▶ [Task to carry out]:
At the line containing "<div><p>Allure</p><b>6:01<small> /km</small></b></div>", begin repeating lines exactly, and stop only after the final line of the records below.

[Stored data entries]

"""

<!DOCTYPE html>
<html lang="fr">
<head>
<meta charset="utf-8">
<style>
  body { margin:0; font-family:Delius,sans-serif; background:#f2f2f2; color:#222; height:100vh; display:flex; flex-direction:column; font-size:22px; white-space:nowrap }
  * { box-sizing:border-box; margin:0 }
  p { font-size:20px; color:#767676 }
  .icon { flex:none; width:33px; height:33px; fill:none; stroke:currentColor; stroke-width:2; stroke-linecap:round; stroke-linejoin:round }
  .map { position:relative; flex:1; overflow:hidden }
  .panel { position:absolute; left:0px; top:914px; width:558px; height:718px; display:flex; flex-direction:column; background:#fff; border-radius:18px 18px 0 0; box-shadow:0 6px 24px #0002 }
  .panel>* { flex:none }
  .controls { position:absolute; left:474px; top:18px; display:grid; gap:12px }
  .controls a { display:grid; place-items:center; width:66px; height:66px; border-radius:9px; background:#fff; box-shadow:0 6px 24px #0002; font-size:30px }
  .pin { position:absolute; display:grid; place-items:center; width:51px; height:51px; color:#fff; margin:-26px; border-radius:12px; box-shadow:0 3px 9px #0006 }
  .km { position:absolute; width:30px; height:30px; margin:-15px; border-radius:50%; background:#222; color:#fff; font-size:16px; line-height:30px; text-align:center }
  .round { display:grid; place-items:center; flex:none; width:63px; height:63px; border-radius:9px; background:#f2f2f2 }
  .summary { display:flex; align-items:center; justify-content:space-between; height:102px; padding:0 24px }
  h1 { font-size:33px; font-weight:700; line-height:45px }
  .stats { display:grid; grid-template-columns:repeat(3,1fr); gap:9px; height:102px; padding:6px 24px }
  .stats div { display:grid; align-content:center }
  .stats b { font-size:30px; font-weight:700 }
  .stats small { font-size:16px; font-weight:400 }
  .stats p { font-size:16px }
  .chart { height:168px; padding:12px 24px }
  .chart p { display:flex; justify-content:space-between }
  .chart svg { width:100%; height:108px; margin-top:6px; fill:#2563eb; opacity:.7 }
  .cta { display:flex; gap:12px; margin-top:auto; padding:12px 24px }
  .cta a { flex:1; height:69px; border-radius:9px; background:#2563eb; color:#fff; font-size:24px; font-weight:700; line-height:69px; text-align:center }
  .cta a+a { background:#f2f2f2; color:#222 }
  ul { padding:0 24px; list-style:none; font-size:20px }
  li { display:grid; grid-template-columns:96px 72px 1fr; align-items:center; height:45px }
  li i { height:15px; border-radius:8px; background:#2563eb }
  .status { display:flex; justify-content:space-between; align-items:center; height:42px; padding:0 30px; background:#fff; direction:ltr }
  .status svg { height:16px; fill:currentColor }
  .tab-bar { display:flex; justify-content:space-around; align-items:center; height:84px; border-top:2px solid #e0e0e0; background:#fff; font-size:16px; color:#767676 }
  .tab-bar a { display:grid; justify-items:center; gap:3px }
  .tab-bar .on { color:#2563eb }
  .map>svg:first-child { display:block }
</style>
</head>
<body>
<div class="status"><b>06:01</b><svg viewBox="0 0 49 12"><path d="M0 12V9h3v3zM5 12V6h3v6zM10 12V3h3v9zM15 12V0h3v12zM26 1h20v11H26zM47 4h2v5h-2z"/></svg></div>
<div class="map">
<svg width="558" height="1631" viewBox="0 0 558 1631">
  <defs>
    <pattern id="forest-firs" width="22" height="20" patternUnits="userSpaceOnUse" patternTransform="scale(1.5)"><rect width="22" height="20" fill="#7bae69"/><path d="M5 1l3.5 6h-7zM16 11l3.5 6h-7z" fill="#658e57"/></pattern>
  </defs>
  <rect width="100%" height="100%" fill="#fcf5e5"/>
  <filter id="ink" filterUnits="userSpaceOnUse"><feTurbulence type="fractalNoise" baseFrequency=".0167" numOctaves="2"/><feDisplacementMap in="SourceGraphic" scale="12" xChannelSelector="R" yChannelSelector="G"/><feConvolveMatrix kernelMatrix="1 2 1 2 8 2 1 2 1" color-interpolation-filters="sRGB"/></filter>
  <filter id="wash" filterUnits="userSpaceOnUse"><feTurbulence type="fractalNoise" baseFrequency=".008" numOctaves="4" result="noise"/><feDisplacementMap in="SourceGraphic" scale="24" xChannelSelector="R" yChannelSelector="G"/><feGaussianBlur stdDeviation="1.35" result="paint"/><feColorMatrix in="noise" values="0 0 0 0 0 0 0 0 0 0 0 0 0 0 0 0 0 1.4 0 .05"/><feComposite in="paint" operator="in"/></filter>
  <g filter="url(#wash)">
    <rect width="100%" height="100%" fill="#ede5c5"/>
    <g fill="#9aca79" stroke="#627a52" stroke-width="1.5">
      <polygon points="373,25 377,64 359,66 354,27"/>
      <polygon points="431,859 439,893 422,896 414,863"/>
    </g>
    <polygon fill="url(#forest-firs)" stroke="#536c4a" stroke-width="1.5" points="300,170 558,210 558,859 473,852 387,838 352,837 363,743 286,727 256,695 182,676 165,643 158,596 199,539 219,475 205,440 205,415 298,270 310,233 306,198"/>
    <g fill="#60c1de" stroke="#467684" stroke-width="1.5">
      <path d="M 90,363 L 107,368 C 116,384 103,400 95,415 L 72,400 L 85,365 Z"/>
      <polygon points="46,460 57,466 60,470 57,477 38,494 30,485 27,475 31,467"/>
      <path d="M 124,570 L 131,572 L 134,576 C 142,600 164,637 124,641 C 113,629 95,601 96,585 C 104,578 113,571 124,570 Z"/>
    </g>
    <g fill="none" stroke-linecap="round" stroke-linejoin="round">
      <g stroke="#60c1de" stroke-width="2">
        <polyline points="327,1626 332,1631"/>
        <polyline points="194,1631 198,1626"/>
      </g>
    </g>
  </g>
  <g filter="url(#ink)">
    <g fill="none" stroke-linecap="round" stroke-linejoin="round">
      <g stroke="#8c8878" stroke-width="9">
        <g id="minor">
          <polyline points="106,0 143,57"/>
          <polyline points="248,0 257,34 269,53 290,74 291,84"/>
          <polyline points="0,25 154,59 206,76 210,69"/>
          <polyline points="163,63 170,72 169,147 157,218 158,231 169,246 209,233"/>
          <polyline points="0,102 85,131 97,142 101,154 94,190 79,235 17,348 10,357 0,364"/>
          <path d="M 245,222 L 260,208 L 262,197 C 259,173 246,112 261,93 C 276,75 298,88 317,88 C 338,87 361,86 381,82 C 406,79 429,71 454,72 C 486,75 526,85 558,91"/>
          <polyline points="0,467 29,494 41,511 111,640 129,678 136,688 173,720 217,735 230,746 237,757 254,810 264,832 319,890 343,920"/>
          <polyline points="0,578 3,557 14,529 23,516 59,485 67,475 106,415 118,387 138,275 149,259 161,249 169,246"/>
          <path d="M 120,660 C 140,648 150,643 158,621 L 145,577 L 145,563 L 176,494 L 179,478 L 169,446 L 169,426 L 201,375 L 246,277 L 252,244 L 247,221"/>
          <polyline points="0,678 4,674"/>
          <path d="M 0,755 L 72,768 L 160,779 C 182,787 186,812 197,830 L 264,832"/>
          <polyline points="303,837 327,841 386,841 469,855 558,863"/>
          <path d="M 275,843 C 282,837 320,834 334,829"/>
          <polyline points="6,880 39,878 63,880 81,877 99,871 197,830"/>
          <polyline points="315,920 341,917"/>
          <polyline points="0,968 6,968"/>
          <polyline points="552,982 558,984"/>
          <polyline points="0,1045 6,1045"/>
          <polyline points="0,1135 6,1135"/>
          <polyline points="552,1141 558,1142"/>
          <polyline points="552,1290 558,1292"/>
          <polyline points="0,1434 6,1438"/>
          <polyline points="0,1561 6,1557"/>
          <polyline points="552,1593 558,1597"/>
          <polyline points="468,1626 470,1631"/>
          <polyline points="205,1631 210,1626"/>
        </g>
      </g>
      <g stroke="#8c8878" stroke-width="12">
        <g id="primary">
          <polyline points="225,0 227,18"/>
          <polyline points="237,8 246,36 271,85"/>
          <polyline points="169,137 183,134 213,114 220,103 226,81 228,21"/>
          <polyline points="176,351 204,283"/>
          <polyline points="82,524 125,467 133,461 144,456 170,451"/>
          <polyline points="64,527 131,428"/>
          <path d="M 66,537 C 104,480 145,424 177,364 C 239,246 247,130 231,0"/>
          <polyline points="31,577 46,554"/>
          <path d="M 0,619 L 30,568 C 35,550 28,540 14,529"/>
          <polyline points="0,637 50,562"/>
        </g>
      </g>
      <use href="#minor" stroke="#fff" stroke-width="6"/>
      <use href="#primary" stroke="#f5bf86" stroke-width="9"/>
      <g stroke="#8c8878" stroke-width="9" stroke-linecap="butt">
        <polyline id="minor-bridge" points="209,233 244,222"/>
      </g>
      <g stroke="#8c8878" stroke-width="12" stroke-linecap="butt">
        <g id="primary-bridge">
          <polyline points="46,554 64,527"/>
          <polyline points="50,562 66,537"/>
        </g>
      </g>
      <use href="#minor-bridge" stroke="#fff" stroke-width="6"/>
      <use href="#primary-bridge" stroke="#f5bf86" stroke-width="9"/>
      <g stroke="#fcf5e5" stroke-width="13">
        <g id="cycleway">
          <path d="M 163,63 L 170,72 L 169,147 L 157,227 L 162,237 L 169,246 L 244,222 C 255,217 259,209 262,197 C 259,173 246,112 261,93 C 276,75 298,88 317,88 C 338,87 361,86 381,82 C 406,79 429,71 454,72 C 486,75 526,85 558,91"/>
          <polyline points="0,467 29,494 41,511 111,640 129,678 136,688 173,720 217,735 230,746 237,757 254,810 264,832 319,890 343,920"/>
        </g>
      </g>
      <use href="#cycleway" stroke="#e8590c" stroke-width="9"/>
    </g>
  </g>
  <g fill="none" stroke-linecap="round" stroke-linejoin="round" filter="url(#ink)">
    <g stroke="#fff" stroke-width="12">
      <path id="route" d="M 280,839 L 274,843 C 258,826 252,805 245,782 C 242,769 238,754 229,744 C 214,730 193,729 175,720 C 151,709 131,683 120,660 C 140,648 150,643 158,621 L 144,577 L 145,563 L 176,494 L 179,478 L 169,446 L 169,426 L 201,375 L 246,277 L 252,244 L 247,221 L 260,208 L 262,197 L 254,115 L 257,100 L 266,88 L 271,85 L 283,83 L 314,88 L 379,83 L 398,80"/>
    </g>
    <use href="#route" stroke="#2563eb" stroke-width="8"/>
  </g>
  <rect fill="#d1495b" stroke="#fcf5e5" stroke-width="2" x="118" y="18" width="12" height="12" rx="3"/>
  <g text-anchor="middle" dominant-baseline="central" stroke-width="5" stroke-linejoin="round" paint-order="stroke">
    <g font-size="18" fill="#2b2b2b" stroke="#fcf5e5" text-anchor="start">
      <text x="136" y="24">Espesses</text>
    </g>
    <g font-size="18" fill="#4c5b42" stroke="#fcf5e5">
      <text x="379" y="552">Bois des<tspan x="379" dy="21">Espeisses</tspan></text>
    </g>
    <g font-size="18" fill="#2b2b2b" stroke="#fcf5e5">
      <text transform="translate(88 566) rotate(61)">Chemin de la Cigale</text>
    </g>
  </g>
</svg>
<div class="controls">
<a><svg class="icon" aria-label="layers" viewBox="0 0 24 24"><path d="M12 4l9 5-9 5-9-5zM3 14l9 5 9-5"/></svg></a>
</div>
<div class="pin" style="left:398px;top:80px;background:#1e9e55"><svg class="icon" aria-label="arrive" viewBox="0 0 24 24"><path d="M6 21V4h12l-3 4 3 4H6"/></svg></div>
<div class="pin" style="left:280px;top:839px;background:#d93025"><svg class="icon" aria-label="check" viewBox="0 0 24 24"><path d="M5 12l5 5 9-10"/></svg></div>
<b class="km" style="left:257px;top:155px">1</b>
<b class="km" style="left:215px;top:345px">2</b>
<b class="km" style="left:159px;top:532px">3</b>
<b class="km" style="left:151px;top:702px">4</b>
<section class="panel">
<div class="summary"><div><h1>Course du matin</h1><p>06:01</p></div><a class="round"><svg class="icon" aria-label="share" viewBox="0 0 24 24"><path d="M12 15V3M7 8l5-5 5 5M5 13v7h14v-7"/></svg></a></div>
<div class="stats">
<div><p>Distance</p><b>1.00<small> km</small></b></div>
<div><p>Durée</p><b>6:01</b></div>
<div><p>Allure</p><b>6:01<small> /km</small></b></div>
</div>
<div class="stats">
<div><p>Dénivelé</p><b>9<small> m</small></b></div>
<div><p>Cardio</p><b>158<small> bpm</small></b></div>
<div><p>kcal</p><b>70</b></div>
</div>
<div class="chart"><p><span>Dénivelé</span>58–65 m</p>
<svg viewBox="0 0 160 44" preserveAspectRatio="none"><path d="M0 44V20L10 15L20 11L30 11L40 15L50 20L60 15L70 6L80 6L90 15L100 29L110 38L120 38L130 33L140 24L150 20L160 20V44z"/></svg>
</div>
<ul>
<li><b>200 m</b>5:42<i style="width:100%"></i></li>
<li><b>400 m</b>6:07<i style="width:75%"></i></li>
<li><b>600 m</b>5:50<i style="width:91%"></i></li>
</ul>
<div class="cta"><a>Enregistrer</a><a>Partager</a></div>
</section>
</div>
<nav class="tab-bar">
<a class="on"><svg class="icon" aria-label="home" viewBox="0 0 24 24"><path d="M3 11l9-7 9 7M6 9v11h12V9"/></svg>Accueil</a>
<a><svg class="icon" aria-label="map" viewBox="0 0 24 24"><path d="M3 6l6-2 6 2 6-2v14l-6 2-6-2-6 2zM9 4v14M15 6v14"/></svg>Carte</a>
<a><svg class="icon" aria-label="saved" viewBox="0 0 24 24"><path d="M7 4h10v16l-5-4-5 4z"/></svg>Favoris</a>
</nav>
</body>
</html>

"""

▶ [Reply]:
<div><p>Allure</p><b>6:01<small> /km</small></b></div>
</div>
<div class="stats">
<div><p>Dénivelé</p><b>9<small> m</small></b></div>
<div><p>Cardio</p><b>158<small> bpm</small></b></div>
<div><p>kcal</p><b>70</b></div>
</div>
<div class="chart"><p><span>Dénivelé</span>58–65 m</p>
<svg viewBox="0 0 160 44" preserveAspectRatio="none"><path d="M0 44V20L10 15L20 11L30 11L40 15L50 20L60 15L70 6L80 6L90 15L100 29L110 38L120 38L130 33L140 24L150 20L160 20V44z"/></svg>
</div>
<ul>
<li><b>200 m</b>5:42<i style="width:100%"></i></li>
<li><b>400 m</b>6:07<i style="width:75%"></i></li>
<li><b>600 m</b>5:50<i style="width:91%"></i></li>
</ul>
<div class="cta"><a>Enregistrer</a><a>Partager</a></div>
</section>
</div>
<nav class="tab-bar">
<a class="on"><svg class="icon" aria-label="home" viewBox="0 0 24 24"><path d="M3 11l9-7 9 7M6 9v11h12V9"/></svg>Accueil</a>
<a><svg class="icon" aria-label="map" viewBox="0 0 24 24"><path d="M3 6l6-2 6 2 6-2v14l-6 2-6-2-6 2zM9 4v14M15 6v14"/></svg>Carte</a>
<a><svg class="icon" aria-label="saved" viewBox="0 0 24 24"><path d="M7 4h10v16l-5-4-5 4z"/></svg>Favoris</a>
</nav>
</body>
</html>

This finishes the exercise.